R. Dean Kenderdine, Maryland State Retirement & Pension System
"I think the major decision (we made) was not to panic and remain diversified and committed to being invested in the market." Ron Virtue, JM Family Enterprises
"One of the worst things was that agencies were working alone. Lobbyists could sow discontent within the agencies." Sarah Bloom Raskin, former deputy secretary of the Treasury Department and former Federal Reserve Board governor
"2008 was like a near-death experience for the market." Christopher J. Ailman, California State Teachers' Retirement System.
"Are we sure we understand what's going on? We are not serious about digging into the information we have. The American government is not understanding what is happening in our markets." Robert Jackson Jr., Securities & Exchange Commission
When the auction preferred share market ceased functioning in early 2008, "I realized this wasn't Kansas anymore, or — since I'm from Arkansas — that this wasn't Arkansas anymore.'" Thomas E. Faust, Eaton Vance Management
"My conclusion was we were far, far, far closer to a bottom than we were to anything else." Ashbel C. Williams Jr., Florida State Board of Administration
"The biggest panics that I had to deal with had nothing to do with 'I'm losing money,' and all to do with 'Where is my money and can I write a check?'" Brian McDonnell, Cambridge Associates
"The whole culture of risk management in organizations has changed." Peter Zangari, MSCI Inc.

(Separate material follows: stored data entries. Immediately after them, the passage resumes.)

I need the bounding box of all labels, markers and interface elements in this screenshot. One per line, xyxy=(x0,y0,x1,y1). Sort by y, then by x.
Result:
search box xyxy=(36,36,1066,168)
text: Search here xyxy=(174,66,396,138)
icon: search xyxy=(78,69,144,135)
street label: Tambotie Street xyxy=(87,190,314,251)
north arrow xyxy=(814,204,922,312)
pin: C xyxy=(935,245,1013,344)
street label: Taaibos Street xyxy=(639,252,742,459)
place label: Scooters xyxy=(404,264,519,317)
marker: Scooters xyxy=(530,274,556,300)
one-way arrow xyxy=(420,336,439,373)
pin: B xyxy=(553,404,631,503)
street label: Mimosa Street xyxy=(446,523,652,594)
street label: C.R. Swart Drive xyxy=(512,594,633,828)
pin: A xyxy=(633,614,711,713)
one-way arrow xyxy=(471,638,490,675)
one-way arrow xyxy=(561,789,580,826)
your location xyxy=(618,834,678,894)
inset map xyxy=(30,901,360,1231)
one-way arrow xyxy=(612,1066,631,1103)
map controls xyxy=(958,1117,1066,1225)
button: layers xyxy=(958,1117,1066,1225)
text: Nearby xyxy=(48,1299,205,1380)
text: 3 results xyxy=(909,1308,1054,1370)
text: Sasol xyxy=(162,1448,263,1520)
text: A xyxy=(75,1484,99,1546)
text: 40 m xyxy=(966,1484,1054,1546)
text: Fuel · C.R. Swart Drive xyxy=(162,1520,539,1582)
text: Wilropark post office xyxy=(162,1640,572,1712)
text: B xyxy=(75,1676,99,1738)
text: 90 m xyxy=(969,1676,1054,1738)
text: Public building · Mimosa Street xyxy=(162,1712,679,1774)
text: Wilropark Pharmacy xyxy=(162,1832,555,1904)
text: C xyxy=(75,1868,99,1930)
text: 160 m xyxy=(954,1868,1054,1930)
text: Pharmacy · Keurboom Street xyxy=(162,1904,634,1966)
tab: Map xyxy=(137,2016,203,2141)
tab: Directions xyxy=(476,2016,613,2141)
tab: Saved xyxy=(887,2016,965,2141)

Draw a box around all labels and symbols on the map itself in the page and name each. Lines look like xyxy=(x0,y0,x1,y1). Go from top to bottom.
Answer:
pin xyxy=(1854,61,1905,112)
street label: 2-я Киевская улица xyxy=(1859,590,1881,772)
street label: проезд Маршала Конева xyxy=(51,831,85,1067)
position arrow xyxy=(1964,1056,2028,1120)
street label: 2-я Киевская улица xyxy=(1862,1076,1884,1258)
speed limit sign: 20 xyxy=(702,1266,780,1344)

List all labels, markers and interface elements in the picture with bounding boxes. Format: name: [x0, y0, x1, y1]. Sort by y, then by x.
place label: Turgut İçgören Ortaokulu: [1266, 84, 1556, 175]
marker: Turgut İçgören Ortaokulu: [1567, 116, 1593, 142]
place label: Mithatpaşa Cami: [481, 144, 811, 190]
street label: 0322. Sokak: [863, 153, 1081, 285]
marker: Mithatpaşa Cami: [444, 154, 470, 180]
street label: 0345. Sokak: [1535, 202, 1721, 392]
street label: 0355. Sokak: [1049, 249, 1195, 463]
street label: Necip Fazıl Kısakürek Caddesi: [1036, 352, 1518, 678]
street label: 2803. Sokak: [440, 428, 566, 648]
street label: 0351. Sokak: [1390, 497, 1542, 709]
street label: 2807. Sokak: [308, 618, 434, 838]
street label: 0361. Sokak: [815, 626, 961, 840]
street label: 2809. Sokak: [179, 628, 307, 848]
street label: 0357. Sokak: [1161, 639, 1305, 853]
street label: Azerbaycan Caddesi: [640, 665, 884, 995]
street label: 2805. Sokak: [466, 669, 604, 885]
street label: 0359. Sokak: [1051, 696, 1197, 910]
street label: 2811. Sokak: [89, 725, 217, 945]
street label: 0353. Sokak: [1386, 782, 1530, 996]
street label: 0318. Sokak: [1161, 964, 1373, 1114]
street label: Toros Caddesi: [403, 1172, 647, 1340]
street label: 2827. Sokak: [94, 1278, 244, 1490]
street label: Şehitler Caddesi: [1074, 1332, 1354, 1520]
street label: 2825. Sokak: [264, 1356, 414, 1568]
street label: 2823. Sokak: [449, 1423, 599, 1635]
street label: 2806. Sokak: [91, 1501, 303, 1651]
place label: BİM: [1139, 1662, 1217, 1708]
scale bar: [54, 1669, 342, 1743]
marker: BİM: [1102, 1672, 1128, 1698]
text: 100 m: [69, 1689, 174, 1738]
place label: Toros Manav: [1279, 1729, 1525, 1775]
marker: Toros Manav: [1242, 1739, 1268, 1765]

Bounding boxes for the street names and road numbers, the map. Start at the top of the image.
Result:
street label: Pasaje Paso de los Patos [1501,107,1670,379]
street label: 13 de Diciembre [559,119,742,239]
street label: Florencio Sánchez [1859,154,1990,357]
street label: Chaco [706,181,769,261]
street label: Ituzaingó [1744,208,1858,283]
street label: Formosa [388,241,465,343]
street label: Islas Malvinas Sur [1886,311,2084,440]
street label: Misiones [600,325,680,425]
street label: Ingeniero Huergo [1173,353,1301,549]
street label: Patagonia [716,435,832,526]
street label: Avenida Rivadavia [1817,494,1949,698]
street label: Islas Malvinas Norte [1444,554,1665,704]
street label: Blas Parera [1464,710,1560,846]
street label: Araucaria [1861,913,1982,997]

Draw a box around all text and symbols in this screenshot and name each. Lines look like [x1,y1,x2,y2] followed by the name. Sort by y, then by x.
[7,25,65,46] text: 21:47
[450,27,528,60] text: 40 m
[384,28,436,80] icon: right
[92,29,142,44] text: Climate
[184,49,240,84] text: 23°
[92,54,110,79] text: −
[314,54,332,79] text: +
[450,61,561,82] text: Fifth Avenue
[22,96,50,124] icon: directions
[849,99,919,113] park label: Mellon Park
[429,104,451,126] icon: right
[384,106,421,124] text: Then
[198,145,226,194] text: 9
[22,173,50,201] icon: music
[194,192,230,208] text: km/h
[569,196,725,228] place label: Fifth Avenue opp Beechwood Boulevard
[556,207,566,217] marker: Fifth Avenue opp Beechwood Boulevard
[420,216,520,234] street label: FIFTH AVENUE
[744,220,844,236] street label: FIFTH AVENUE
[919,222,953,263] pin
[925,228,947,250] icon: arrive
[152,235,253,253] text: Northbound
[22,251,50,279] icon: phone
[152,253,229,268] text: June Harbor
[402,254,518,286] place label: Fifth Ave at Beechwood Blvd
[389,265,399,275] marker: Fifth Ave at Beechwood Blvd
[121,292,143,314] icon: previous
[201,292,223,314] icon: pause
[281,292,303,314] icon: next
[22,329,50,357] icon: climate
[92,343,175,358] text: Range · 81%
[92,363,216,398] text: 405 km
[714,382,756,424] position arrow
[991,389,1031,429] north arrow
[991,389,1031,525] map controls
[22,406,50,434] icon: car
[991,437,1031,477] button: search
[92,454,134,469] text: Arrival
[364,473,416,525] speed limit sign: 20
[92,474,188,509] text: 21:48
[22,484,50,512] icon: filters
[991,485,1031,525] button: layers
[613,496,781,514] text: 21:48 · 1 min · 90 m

"You cannot cram for a crisis." Bennett Golub, BlackRock
"We didn't even finish completing the path, and now we are ripping up the bricks." Michael Barr, former assistant secretary for financial institutions, Treasury Department
"I think the notion of that never happening again is not realistic. ... It's an investor's job in a lot of ways to be prudent.'' Dennis Simmons, Committee on Investment of Employee Benefit Assets
"Everybody's a momentum investor today, thinking a bell's going to ring (when the music stops) and they'll be able to get out." Mark Spitznagel, Universa Investments
"In a way, the crisis gave me permission to start changing things." Michael Even, Numeric Investors
New Zealand Super was "operating with a limited information set … making decisions in the context of not knowing stuff." Matt Whineray, New Zealand Super Fund
"The No. 1 thing we learned is that balance sheets matter." Charlie Bobrinskoy, Ariel Investments
"Prior to the crisis, investors treated all government bonds as risk-free assets. But was a Greek bond a risk-free asset for the Dutch client? The concept of risk-free assets — a relative not an absolute one — was a problem due to practices. And we've seen a repricing of these assets since." Pascal Blanque, Amundi Asset Management.
The GFC will, hopefully, be "the worst financial crisis in our lifetimes,'' but there could still be another economic crisis. Chinese banks could be an issue. David G. Eichhorn, NISA Investment Advisors LLC
With $3 billion in cash in liquid investments and no debt, T. Rowe Price "kept hiring right through the crisis. Some of our top investors today are people who we found then." Edward C. Bernard, T. Rowe Price Group
"The path for normalization is quite complex. It will take years to assess what the crisis' impact was." Daniel Ivascyn, Pacific Investment Management Co.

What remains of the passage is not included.